Secondo il comitato, infatti, i rappresentati dei pendolari sono stati gradualmente messi ai margini anche del percorso di definizione dell’attesissimo contratto di servizio tra Tenitalia e la Regione Siciliana: “Ci teniamo a precisare che i comitati dei pendolari in Sicilia non hanno mai preso parte ai tavoli regionali sul Contratto di Servizio a differenza delle altre Regioni che hanno pianificato i vari contratti di trasporto con i pendolari e i comitati. Inoltre, l’aspetto che desideriamo evidenziare è che tra tutte le pagine del contratto di servizio per il trasporto ferroviario siciliano non vi è una sola volta scritto la parola pendolare”.
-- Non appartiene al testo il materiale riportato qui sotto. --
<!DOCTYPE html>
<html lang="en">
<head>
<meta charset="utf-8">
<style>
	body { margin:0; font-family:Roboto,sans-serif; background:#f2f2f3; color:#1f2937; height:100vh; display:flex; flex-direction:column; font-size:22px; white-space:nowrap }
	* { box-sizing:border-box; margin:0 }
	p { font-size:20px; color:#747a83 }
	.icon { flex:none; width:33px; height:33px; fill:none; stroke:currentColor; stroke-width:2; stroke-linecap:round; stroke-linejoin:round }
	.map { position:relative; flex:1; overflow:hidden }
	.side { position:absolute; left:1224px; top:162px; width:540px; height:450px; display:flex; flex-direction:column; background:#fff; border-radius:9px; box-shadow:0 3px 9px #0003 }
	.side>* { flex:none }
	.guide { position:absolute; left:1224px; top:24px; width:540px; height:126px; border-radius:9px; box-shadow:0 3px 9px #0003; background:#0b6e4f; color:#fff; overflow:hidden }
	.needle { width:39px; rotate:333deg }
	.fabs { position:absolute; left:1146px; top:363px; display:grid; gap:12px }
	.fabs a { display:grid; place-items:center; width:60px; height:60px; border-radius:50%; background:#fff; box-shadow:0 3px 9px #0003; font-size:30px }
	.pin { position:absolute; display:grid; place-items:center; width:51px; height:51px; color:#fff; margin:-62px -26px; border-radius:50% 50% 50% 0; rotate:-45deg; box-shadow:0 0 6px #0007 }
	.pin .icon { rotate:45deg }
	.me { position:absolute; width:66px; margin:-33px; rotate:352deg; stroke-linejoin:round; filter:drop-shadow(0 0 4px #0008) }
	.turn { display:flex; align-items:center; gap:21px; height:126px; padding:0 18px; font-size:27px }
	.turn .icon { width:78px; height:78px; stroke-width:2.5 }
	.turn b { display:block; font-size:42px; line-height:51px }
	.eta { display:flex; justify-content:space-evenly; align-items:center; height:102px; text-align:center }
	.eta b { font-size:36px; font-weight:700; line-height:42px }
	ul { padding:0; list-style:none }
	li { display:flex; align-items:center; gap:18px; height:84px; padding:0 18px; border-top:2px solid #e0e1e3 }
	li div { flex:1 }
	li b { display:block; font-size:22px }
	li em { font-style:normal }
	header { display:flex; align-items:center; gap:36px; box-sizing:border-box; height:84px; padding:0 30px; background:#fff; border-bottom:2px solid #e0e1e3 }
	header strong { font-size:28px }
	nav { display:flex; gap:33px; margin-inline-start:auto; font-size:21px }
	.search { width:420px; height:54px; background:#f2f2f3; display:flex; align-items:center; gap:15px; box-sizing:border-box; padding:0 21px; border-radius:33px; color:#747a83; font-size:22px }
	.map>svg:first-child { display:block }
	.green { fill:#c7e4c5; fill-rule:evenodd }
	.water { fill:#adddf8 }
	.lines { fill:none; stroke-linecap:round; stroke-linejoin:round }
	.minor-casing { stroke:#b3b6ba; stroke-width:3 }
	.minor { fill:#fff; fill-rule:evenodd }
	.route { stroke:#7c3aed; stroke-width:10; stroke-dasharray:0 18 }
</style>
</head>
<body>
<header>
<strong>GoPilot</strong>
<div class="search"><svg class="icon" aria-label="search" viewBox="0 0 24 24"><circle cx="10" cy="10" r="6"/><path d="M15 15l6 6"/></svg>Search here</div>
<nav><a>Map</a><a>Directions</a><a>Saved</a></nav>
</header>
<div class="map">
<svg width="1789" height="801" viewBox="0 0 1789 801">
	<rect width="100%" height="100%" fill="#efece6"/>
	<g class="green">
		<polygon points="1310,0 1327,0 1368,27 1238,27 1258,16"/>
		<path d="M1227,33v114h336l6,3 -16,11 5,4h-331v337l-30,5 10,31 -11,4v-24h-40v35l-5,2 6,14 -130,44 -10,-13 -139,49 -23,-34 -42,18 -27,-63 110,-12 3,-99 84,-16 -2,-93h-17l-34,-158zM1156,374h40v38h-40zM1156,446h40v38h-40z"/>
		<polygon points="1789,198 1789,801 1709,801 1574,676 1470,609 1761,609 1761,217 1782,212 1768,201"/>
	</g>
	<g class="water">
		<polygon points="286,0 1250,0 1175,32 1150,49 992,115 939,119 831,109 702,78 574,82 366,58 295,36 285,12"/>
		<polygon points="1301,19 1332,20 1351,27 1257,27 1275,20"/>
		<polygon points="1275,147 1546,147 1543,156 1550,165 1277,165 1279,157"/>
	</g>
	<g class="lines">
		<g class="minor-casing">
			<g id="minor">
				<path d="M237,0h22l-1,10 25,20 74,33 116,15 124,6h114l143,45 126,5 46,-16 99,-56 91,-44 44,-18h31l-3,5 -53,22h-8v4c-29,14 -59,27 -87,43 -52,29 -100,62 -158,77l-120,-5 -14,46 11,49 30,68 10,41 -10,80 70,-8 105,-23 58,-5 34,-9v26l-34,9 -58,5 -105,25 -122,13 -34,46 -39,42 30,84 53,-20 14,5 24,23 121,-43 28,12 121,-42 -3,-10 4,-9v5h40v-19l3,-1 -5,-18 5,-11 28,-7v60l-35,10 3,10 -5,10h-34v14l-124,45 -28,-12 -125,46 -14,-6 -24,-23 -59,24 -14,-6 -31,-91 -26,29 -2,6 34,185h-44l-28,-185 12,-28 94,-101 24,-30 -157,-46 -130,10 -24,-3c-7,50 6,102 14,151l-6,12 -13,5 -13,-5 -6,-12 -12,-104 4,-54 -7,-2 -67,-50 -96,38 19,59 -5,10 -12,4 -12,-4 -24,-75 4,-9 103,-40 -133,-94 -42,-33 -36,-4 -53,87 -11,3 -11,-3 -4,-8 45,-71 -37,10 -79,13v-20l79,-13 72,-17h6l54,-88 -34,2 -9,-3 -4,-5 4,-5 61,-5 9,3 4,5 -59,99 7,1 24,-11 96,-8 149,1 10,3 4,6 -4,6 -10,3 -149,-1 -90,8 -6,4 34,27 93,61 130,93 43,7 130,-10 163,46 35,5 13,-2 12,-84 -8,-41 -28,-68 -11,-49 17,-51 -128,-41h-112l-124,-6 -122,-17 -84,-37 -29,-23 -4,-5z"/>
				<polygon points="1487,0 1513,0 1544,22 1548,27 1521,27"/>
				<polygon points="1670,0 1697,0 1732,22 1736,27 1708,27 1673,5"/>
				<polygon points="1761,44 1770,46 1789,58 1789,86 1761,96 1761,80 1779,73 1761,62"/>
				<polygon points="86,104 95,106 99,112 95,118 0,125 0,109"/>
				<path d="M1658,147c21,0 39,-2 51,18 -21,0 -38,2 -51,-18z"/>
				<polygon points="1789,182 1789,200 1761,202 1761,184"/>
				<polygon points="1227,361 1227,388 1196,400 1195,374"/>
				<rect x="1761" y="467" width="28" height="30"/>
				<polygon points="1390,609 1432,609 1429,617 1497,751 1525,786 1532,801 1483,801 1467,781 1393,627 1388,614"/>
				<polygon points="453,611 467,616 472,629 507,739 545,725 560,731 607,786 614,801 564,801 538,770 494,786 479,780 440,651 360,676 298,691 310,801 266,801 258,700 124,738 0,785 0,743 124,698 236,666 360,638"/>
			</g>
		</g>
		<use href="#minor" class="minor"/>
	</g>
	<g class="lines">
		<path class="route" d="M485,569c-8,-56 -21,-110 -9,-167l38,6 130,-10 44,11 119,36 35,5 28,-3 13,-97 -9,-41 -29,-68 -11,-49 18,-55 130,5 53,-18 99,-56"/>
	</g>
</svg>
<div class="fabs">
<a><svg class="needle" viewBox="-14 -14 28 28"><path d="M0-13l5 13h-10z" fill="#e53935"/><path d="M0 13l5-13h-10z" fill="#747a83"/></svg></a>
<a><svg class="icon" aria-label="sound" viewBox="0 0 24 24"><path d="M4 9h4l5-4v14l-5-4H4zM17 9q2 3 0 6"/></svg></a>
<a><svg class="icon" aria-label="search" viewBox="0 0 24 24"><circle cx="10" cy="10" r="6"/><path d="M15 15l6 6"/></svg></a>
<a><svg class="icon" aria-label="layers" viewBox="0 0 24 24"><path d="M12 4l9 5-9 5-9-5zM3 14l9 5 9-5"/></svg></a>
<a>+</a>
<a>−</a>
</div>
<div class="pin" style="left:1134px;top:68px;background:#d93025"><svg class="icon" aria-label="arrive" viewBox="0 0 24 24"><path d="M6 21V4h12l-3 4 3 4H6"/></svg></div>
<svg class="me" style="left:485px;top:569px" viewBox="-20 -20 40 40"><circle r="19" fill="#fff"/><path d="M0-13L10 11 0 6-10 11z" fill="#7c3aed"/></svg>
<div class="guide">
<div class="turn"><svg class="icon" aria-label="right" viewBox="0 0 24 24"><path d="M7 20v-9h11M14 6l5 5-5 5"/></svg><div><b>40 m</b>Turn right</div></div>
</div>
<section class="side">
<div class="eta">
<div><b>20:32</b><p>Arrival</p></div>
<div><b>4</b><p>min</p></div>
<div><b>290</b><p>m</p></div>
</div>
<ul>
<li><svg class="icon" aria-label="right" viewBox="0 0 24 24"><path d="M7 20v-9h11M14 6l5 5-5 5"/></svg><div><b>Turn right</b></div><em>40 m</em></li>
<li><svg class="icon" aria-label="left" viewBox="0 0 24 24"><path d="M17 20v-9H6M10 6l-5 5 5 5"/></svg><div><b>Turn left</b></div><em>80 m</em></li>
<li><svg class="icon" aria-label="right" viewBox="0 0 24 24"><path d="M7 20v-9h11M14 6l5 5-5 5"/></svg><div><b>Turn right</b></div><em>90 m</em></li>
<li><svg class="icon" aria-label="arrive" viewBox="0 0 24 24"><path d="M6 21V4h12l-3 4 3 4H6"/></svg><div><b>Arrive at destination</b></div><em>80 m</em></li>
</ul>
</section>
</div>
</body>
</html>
Anche con Giovanni Pistorio, il quarto assessore regionale ai trasporti dell’era Crocetta, la musica, secondo i pendolari, non sembra essere cambiata: Abbiamo appreso dalla stampa che Giovanni Pistorio, ci avrebbe incontrato lunedì 30 novembre ma l’invito era solamente giornalistico, perché non abbiamo ricevuto nessun invito per un incontro ufficiale con l’assessore”.